Different cities offer different testing environments. Phoenix, Arizona is popular because it has a regular grid system and reliably good weather (snow can confuse the LIDAR sensors that AVs use to scan their surroundings). AVs can also be seen on the roads in and around Mountain View, for similar reasons, and because so many technology firms are based in the Bay Area. The early history of self-driving vehicles was shaped by the rivalry between Stanford University in California and Carnegie Mellon University in Pittsburgh, which have produced many of the engineers now leading AV projects around the world. This has made Pittsburgh another hub of AV research and testing. The city is considered a more challenging environment than Phoenix, because its road layout is more complex, and the weather is worse. San Francisco’s urban environment is particularly complex, which is why Kyle Vogt, the boss of Cruise, an AV startup acquired by General Motors, says it is the best place for testing (check out his blog post for some very impressive video footage). If you can make it there, you might say, you can make it anywhere.

不同的城市提供不同的测试环境. 亚利桑那的凤凰城比较受欢迎, 是因为它有着规则的网格道路和好天气(大雪可以让无人驾驶车辆扫描他们周围环境的LIDAR传感器失灵). 基于同样的理由, 我们也可以在山景城的路上看到无人驾驶车辆, 也是因为太多的技术公司都在湾区. 无人驾驶的早起历史是由加州的斯坦福大学和匹兹堡的卡内基梅隆大学竞争而形成的, 这给现在的世界输出了大量的工程师来引导无人驾驶的项目. 这点也让匹兹堡成为另外一个无人驾驶的研究和测试中心. 这座城市具有被认为比凤凰城更具有挑战的环境, 因为它的马路的布局更加复杂, 并且天气情况更加恶劣. 旧金山的市区的环境也是特别复杂, 直就是为啥被通用汽车收购的无人驾驶创业公司的老板Kyle Vogt, 认为它是最佳的测试地点(你可以在他的博客上找到很多印象深刻的视频短片). 如果你在旧金山可以搞定, 你可以说你可以在任何地方搞定无人驾驶.

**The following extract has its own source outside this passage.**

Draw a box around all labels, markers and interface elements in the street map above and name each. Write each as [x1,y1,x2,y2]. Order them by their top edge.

A self-driving Uber vehicle. That round thing on the top is the LIDAR sensor.

Anyway, back to Pittsburgh. Uber has hired a lot of engineers from Carnegie Mellon, and Uber’s Advanced Technologies Group, which is developing its self-driving cars, is based in the city. The vehicle I climbed into was a modified Volvo XC90, with a bundle of extra sensors, including cameras and a spinning LIDAR unit, on its roof. Ryan, the vehicle’s safety driver, manually drove the vehicle out of the car park and onto the public roads, before pressing a button to engage the self-driving system. And then the car started driving itself.

不管怎么说, 先回到让我们先回到匹兹堡. Uber已经从卡内基梅隆雇佣了大量的工程师, Uber开发它无人驾驶车辆的技术团队也坐落在匹兹堡. 我爬进去的是一辆根据Volvo XC90改造的车辆, 车顶上带着一堆外置的传感器, 包括摄像头和可以转动的LIDAR单元. Ryan, 这辆车的安全驾驶员, 在按下一个按钮启动自动驾驶系统之前, 他驾驶这辆车从停车场开出来, 并且开到马路上. 然后这辆车才开始靠它自己驾驶.

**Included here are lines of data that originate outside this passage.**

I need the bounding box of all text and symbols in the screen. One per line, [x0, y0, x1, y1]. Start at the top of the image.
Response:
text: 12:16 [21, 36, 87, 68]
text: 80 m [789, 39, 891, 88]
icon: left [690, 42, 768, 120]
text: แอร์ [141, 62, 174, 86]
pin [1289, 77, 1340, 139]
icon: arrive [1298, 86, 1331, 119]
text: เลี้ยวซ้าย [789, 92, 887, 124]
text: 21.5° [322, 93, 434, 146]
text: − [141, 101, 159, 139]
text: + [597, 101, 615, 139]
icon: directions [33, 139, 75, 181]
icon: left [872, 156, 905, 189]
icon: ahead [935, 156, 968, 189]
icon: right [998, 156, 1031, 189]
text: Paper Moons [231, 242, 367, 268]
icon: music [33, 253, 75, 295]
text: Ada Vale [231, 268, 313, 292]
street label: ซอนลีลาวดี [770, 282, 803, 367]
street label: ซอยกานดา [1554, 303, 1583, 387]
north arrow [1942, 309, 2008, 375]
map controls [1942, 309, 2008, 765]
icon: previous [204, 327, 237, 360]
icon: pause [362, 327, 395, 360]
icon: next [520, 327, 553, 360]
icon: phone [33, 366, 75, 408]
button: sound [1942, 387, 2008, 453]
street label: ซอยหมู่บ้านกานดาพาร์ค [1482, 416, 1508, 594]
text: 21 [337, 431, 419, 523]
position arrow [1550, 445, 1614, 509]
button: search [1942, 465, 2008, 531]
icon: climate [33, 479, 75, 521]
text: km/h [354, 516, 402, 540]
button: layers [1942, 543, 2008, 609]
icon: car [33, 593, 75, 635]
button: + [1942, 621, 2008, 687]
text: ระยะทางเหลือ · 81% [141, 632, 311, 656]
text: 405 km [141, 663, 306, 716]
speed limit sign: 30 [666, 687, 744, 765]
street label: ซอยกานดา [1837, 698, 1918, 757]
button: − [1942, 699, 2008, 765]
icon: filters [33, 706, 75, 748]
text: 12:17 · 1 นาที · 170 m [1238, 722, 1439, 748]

At first, the experience is thrilling. It seems like magic when the steering wheel turns by itself, or the car gently slows to a halt at a traffic light. The autonomous Uber drove carefully but confidently in downtown traffic and light snow, slowing down when passing a school or approaching the brow of a hill, and putting its foot down (as it were) when faced with an open, straight road with no other traffic. The most noticeable difference from a human driver was that the vehicle made no attempt to avoid Pittsburgh’s notorious potholes, making the ride slightly bumpy at times. Sitting in the back seat, I could see a digital representation, displayed on an iPad mounted between the front seats, of how the car perceived the world, with other vehicles, pedestrians and cyclists highlighted in clusters of blue dots. I felt as though I was living in the future. But then, after a minute or two, the novelty wore off. When technology works as expected, it’s boring.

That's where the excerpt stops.